So lässt das Schicksal seine Blitze mit federleichter Berührung in unser Leben schlagen und betäubt unsere Sinne gegenüber dem Sturm, den sie verursachen würden, wären wir uns ihrer alles verändernden Kräfte bewusst.

Schweigend saßen sie an einem Tisch in einer Ecke der gut besuchten caffetteria. Es war zu laut, um sich zu unterhalten, und Venetia war erschöpft, also konzentrierte sie sich darauf, den Mann zu betrachten, der ihr gegenüber saß, während sie der Musik lauschte: Minas nostalgisches Liebeslied von 1960, „Il Cielo in una Stanz a“, der schamlos romantische Hit, der so unglaublich italienisch war, dass man ihn im ganzen Land nach wie vor als beliebten Klassiker spielte.

Venetias Schutzengel sah eher aus wie Luzifer als ein Wesen des Himmels mit seinen tosenden blauen Augen, die sich auffallend hell von dem warmen Braun seiner Haut abhoben und unter schweren, dunklen Brauen ein wenig anwinkelten, wenn er lächelte. Jetzt blickten sie diese Augen mit einer Emotion an, die sie verwirrte, und ein paar Sekunden lang ertappte sie sich dabei, hilflos in ihnen zu versinken. Es war, als sähe sie in schimmerndes, tiefes Wasser.

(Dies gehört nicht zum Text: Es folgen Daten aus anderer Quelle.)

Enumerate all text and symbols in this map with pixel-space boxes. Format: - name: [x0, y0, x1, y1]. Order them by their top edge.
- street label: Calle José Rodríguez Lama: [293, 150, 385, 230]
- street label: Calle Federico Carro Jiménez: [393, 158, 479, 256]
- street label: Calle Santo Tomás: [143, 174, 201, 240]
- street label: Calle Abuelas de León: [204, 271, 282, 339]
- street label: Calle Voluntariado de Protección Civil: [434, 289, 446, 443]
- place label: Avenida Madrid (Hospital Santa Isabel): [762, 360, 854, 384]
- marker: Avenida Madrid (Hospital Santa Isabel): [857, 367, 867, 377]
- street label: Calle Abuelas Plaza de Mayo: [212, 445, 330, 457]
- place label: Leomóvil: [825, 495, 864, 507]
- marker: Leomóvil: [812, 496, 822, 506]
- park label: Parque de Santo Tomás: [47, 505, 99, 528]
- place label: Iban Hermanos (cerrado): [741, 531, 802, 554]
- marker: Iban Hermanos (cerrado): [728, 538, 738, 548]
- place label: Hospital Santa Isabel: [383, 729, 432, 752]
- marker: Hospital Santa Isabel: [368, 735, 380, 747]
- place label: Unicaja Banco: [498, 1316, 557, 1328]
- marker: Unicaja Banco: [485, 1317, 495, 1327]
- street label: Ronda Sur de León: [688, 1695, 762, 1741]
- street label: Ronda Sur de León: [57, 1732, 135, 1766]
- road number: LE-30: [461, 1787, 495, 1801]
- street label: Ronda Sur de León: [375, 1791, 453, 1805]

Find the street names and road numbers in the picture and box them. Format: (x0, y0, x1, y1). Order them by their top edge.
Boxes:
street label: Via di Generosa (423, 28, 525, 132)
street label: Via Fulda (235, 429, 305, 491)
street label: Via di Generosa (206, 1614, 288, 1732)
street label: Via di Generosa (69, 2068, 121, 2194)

Starke, maskuline Konturen zierten seine nussbraunen Gesichtszüge unter einem dichten, schwarzen Kurzhaarschnitt, den er gepflegt aus seiner hohen Stirn gekämmt hatte. Er war nicht gutaussehend im klassischen Sinn, denn dafür war sein Gesicht zu markant, aber er strahlte kontrollierte Kraft aus wie jemand, der es gewohnt war, Entscheidungen zu treffen und sich dabei von nichts ins Wanken bringen ließ; ein harter, beeindruckender Mann. Dennoch wurde seine stählerne Erscheinung von der enigmatischen Kurve gemildert, mit der sich sein voller Mund an den Winkeln zu einem Versprechen des Lachens nach oben zog; zusammen mit dem tiefen Grübchen in der Mitte seines Kinns gab ihm das einen schelmischen Ausdruck, der Venetia gefiel.

Der Kellner brachte einen Becher heiße Schokolade, einen doppelten espresso und einen Teller biscotti, die, so sagte er, eine Aufmerksamkeit des Hauses waren – con i complimenti della casa. Offensichtlich war ihr Retter ein Stammgast.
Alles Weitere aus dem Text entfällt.